WORK REQUIRED: Do any lines in the data below contain "body"? If so, copy every one of them.

***** THE INPUT

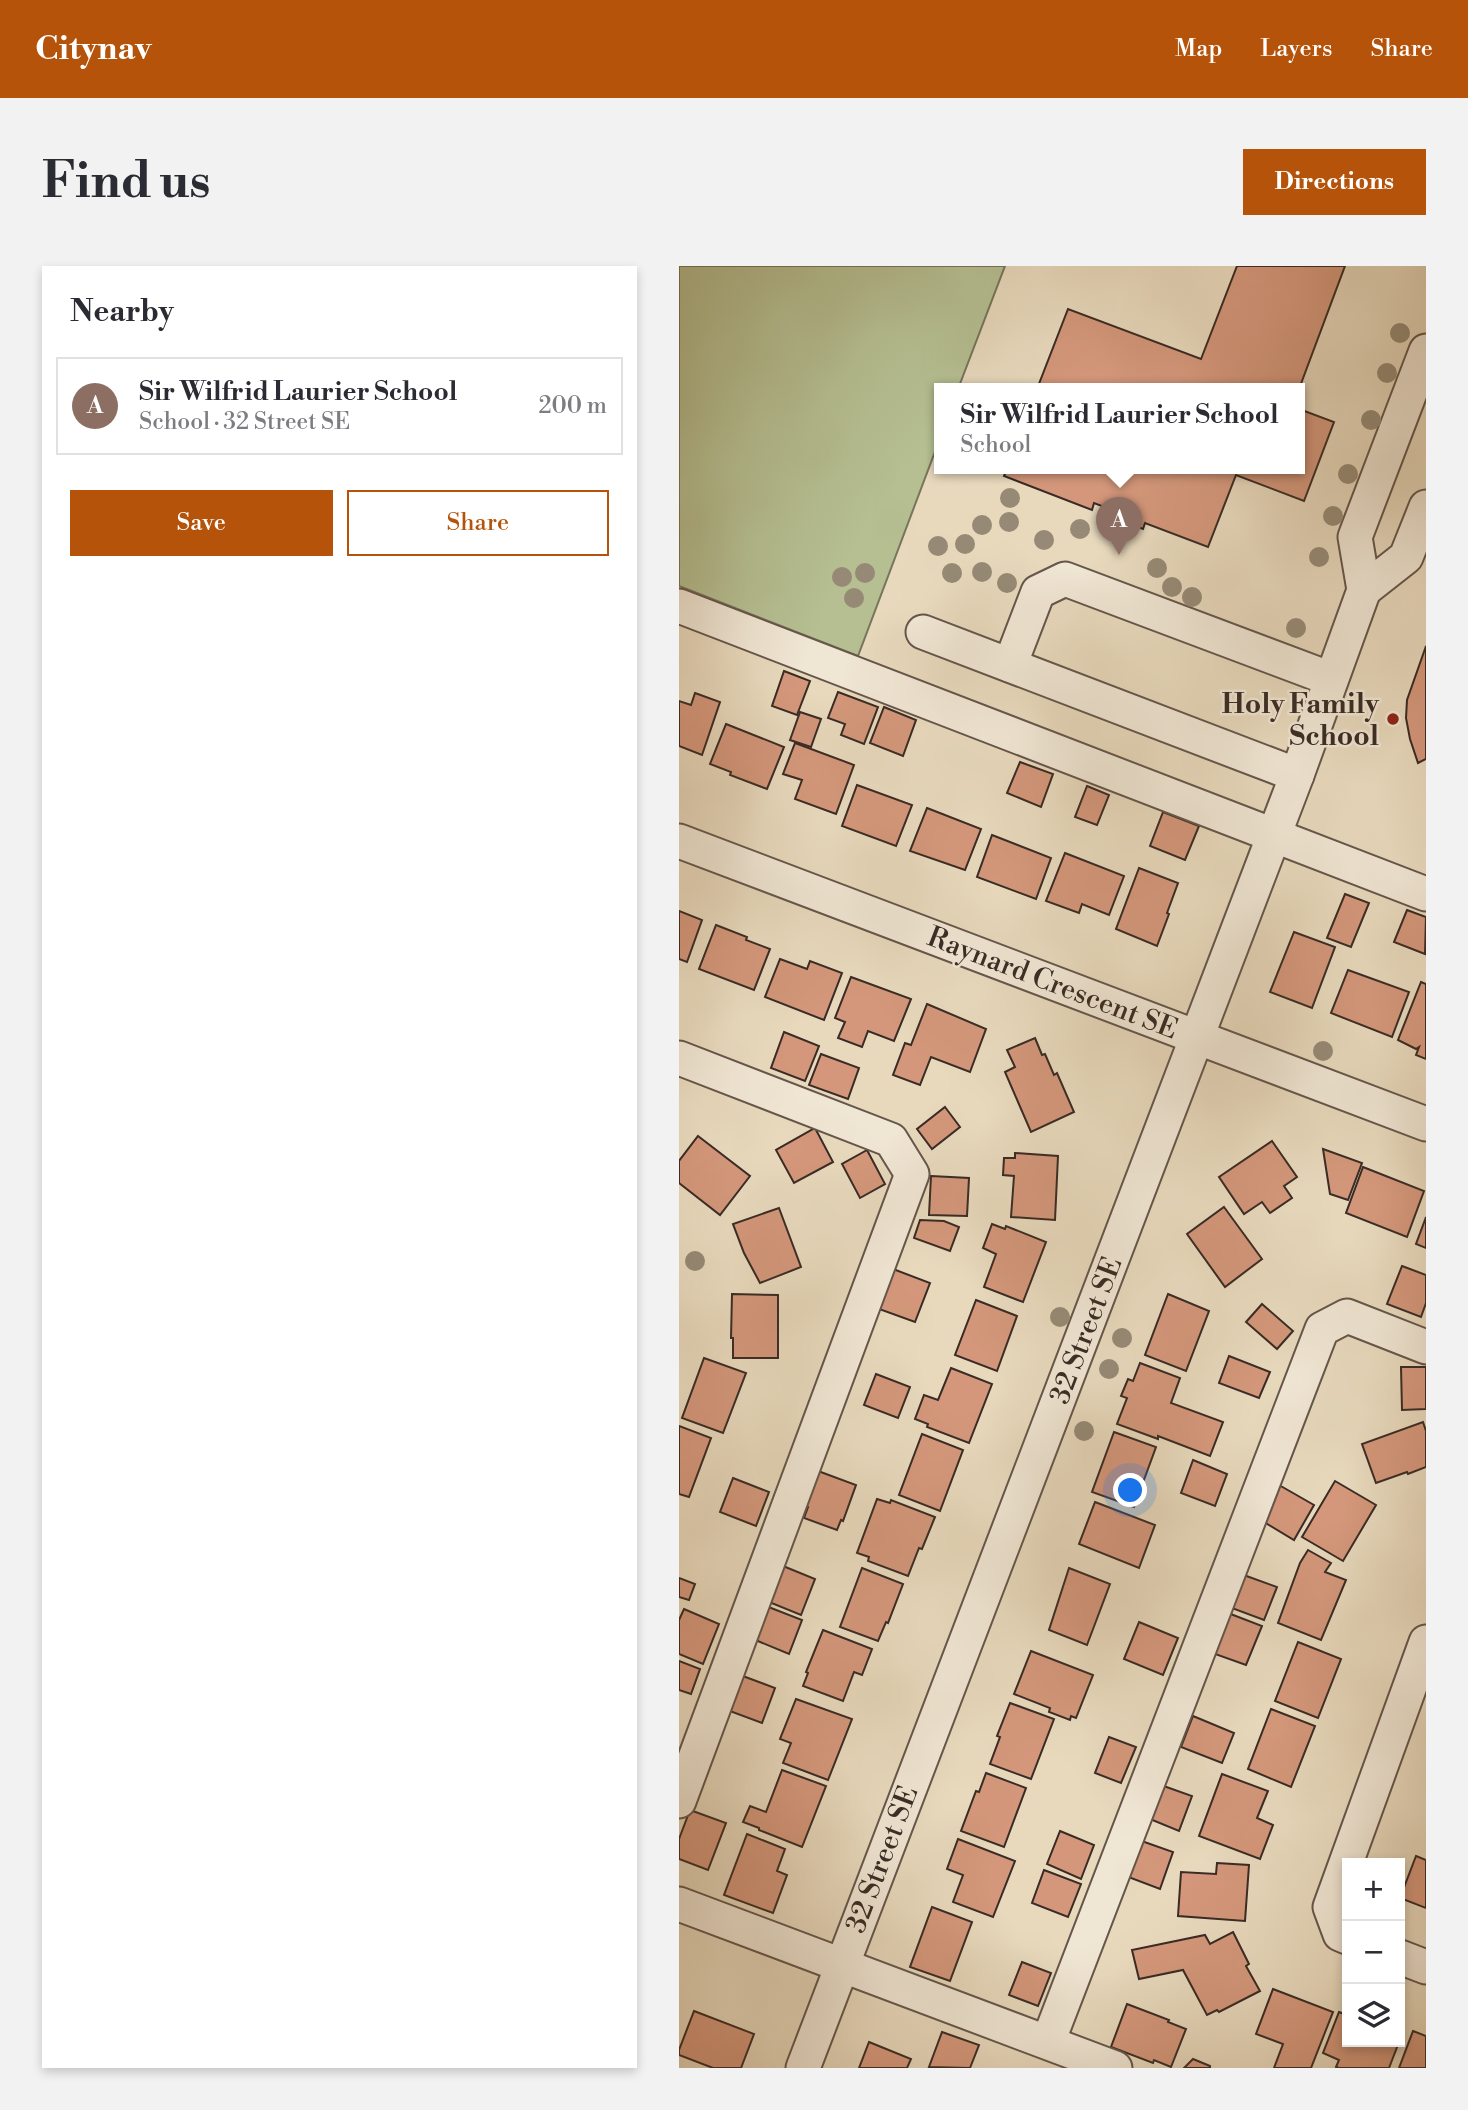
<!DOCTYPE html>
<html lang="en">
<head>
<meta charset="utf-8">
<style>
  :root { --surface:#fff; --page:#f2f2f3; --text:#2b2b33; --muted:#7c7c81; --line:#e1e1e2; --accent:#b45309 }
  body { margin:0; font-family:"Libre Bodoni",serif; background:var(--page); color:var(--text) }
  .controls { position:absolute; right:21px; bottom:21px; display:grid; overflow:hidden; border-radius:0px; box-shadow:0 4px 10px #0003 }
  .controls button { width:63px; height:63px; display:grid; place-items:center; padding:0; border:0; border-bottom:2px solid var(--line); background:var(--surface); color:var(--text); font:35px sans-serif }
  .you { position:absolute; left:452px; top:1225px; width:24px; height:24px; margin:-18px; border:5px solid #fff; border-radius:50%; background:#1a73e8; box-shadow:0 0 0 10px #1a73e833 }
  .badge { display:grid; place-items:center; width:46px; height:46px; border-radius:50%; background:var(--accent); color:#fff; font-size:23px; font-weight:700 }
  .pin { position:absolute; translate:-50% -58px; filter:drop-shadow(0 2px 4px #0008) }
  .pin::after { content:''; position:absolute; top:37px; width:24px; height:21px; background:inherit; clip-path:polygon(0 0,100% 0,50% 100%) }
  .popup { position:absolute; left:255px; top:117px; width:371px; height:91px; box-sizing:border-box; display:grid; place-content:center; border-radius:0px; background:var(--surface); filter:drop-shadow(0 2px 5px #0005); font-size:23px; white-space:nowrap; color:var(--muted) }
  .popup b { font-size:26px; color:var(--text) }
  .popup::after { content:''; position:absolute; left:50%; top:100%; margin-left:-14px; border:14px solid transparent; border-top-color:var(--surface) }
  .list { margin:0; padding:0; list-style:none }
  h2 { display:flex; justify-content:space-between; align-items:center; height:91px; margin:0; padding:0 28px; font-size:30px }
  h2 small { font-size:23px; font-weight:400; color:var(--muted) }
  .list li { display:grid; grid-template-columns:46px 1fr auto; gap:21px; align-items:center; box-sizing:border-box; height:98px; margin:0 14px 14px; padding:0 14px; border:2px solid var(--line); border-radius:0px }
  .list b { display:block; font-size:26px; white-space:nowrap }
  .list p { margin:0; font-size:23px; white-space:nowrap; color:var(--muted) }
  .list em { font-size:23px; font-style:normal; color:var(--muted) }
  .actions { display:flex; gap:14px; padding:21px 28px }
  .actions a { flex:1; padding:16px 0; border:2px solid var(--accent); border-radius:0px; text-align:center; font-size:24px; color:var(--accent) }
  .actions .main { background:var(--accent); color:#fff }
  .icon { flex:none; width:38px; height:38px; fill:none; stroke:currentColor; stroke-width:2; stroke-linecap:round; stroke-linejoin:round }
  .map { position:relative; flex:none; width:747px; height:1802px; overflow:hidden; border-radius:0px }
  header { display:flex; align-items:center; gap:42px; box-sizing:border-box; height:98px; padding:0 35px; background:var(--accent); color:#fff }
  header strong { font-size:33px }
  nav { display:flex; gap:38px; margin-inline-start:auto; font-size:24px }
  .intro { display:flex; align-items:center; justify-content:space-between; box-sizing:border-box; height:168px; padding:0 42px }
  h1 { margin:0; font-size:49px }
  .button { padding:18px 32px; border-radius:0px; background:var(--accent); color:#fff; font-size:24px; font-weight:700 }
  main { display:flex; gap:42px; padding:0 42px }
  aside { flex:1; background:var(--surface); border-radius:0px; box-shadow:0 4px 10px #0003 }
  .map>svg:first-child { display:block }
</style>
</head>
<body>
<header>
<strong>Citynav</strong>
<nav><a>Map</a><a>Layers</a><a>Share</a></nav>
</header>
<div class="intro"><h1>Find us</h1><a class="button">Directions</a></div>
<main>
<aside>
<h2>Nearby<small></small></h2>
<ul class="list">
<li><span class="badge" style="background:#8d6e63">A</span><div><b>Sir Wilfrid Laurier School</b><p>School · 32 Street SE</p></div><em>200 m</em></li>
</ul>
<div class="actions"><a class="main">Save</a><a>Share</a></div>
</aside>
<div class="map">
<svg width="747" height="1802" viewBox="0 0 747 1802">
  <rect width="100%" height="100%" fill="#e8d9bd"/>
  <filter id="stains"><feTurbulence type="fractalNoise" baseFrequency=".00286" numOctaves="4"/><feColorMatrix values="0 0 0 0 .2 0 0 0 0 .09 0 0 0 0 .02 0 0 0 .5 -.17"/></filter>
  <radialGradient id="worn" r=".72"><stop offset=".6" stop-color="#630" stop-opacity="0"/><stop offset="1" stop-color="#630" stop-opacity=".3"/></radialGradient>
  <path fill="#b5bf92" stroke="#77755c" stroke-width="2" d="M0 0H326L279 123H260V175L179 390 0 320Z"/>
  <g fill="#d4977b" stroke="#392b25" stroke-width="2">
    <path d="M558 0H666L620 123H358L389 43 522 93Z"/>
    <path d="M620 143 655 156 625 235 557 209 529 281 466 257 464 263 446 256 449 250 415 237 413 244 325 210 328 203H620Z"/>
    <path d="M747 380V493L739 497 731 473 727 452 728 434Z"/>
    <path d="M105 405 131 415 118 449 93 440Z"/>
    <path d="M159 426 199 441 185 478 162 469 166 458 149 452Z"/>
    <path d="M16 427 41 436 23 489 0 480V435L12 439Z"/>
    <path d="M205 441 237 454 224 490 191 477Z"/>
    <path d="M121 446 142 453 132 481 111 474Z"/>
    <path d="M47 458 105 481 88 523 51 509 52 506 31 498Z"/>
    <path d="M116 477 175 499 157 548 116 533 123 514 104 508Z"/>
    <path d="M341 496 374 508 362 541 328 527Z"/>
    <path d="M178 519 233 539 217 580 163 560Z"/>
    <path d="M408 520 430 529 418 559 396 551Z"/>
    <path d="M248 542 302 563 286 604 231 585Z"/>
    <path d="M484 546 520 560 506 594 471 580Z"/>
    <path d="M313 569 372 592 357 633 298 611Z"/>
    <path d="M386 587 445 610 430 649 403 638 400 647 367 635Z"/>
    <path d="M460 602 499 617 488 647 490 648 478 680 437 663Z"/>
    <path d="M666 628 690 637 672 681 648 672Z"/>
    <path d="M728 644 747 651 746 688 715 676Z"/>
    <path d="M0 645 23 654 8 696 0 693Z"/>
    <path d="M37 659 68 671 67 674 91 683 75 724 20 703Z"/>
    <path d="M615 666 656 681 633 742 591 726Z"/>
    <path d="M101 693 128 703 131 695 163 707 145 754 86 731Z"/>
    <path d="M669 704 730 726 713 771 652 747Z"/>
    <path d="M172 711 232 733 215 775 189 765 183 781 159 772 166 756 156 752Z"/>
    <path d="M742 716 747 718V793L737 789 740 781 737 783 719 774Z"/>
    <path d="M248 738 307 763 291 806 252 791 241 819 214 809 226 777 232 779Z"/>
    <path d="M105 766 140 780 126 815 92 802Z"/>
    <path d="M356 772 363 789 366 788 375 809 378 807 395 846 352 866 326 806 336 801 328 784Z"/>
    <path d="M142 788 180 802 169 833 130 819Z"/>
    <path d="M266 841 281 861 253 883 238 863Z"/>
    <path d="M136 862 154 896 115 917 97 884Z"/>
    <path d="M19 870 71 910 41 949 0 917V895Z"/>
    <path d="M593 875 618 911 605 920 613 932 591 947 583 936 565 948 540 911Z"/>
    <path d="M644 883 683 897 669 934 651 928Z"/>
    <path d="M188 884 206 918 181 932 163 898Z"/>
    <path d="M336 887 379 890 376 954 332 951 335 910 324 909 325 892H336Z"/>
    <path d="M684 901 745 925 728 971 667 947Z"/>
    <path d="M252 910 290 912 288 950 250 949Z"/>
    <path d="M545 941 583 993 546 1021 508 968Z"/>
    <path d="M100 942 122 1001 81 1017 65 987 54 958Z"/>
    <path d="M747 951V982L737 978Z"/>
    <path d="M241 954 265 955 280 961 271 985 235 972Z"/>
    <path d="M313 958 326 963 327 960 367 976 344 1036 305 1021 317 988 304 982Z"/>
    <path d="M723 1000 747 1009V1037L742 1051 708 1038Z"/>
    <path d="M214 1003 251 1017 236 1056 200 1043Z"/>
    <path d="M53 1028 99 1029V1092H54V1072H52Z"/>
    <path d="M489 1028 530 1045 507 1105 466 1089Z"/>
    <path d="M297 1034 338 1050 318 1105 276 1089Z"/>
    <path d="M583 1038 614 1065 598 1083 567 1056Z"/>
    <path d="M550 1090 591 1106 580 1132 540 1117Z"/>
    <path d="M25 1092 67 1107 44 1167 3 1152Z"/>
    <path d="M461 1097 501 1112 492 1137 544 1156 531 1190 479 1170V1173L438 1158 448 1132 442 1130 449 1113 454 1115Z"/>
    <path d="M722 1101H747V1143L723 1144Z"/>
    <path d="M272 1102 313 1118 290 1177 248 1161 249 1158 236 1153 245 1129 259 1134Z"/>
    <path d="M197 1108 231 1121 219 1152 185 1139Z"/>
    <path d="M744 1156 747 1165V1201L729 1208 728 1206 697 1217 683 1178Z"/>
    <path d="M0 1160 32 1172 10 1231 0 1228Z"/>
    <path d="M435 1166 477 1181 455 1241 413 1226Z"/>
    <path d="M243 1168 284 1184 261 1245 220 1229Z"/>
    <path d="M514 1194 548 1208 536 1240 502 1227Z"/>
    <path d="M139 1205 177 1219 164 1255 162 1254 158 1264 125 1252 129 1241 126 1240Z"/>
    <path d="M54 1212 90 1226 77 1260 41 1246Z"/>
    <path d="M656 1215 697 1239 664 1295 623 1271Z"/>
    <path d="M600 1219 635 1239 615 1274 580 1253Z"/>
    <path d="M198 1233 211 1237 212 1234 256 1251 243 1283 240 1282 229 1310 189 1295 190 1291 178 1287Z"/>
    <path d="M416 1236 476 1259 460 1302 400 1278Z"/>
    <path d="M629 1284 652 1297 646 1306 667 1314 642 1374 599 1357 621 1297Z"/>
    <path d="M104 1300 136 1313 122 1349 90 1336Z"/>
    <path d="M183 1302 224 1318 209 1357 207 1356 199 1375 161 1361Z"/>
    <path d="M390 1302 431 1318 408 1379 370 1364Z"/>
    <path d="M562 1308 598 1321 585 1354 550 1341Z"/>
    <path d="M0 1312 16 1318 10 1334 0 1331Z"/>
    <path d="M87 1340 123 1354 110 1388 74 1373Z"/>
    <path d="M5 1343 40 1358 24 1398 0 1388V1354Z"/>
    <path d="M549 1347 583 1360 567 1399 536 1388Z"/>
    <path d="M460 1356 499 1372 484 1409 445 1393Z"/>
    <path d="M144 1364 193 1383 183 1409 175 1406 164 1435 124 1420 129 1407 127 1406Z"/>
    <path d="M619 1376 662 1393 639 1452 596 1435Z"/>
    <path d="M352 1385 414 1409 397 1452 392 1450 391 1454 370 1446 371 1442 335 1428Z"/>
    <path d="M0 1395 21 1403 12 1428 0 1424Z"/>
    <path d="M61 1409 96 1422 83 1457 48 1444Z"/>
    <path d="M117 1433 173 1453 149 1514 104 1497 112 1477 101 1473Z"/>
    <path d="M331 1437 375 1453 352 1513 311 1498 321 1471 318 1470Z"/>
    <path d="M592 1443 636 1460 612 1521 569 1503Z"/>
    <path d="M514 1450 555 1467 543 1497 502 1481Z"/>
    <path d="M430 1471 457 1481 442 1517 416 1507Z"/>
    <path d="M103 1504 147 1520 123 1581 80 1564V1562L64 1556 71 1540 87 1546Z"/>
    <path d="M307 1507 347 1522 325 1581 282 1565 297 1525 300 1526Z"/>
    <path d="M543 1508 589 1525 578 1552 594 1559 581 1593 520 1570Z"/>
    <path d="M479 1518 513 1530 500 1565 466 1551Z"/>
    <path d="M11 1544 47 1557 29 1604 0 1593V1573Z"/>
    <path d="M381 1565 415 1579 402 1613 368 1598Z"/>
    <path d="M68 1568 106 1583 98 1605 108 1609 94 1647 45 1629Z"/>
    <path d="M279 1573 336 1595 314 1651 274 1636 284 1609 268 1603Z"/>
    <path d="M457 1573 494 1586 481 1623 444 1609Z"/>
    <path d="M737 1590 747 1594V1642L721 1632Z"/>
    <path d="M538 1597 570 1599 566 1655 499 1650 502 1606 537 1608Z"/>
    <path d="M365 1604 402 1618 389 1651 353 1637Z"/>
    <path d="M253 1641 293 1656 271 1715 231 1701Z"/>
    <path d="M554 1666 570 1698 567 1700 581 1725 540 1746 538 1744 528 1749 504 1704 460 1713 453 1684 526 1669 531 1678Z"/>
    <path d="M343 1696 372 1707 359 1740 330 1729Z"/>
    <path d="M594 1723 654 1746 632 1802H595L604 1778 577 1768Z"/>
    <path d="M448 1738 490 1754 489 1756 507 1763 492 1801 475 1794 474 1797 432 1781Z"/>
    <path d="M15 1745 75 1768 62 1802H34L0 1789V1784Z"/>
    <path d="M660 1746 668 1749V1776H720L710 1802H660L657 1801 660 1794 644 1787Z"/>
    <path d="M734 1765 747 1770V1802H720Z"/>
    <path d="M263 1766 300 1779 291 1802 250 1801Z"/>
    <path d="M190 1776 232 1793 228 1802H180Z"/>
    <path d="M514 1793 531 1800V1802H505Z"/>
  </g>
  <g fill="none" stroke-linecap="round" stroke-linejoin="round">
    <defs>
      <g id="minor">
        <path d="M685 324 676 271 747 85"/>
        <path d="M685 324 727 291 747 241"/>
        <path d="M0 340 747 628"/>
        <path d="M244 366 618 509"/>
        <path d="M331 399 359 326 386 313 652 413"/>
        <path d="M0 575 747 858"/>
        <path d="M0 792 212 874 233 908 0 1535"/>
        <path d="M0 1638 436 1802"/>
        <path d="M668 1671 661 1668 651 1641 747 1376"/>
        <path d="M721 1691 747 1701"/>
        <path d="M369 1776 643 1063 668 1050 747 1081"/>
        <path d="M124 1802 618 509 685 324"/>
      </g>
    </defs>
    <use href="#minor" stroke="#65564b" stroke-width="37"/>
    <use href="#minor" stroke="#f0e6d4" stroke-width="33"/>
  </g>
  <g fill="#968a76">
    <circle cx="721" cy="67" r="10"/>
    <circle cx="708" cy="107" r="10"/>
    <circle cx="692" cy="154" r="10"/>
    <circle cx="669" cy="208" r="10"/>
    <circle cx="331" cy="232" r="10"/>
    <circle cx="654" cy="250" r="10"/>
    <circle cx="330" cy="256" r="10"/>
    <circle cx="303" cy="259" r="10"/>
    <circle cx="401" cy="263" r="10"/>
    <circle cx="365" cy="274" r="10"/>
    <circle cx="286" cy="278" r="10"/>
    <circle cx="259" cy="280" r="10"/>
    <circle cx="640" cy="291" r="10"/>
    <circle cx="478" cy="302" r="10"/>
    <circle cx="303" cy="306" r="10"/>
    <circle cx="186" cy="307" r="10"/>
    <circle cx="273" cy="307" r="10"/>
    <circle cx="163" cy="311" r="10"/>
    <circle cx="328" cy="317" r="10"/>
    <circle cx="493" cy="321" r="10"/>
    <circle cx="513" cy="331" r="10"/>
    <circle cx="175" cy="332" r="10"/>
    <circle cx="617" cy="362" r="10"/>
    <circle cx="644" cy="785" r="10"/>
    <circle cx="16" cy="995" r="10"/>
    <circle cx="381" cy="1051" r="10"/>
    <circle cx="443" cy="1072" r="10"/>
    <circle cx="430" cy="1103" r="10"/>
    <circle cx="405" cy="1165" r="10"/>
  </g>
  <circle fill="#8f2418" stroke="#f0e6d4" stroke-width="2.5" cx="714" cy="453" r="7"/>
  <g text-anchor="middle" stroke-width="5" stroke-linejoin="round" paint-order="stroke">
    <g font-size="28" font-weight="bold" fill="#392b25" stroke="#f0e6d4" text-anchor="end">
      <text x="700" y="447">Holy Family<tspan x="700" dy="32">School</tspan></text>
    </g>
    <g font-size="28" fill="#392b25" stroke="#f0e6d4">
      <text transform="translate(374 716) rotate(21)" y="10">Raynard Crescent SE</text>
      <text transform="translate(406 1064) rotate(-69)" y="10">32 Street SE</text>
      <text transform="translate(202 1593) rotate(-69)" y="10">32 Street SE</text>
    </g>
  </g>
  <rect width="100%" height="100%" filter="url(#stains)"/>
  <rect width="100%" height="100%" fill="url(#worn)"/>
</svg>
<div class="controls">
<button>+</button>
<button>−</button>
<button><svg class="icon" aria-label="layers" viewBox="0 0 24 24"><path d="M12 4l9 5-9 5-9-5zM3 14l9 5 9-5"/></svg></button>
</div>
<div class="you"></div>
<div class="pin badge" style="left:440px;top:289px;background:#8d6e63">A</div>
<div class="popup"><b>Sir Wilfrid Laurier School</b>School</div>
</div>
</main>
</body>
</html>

**********

EXERCISE ANSWER:
  body { margin:0; font-family:"Libre Bodoni",serif; background:var(--page); color:var(--text) }
<body>
</body>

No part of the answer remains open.